### WHAT TO WORK ON
Retype, exactly and completely, the listing that comes next, skipping its images.

### EXTRACTED RECORDS
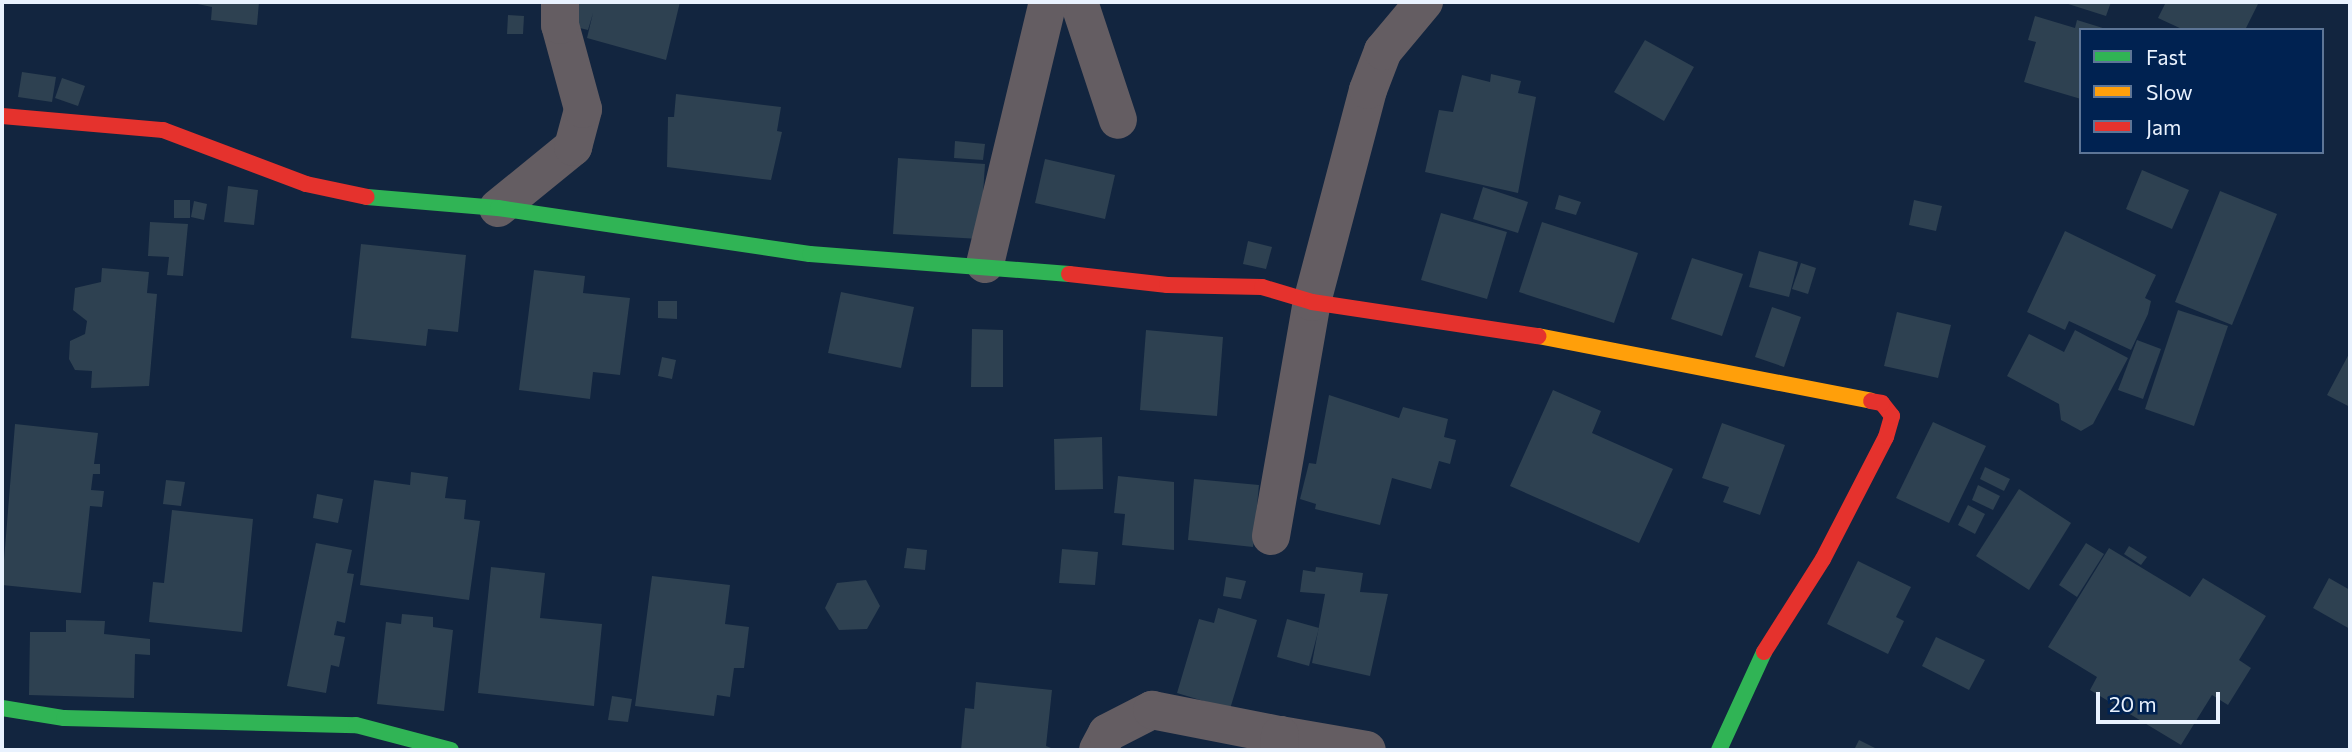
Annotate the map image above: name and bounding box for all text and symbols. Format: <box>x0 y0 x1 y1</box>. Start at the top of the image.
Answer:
legend <box>2079 28 2324 154</box>
text: Fast <box>2146 44 2187 69</box>
text: Slow <box>2146 79 2193 104</box>
text: Jam <box>2146 114 2181 139</box>
scale bar <box>2100 678 2224 722</box>
text: 20 m <box>2109 691 2157 716</box>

### RESPONSE TO THIS TASK
Annotate the map image above: name and bounding box for all text and symbols. Format: <box>x0 y0 x1 y1</box>. Start at the top of the image.
Answer:
legend <box>2079 28 2324 154</box>
text: Fast <box>2146 44 2187 69</box>
text: Slow <box>2146 79 2193 104</box>
text: Jam <box>2146 114 2181 139</box>
scale bar <box>2100 678 2224 722</box>
text: 20 m <box>2109 691 2157 716</box>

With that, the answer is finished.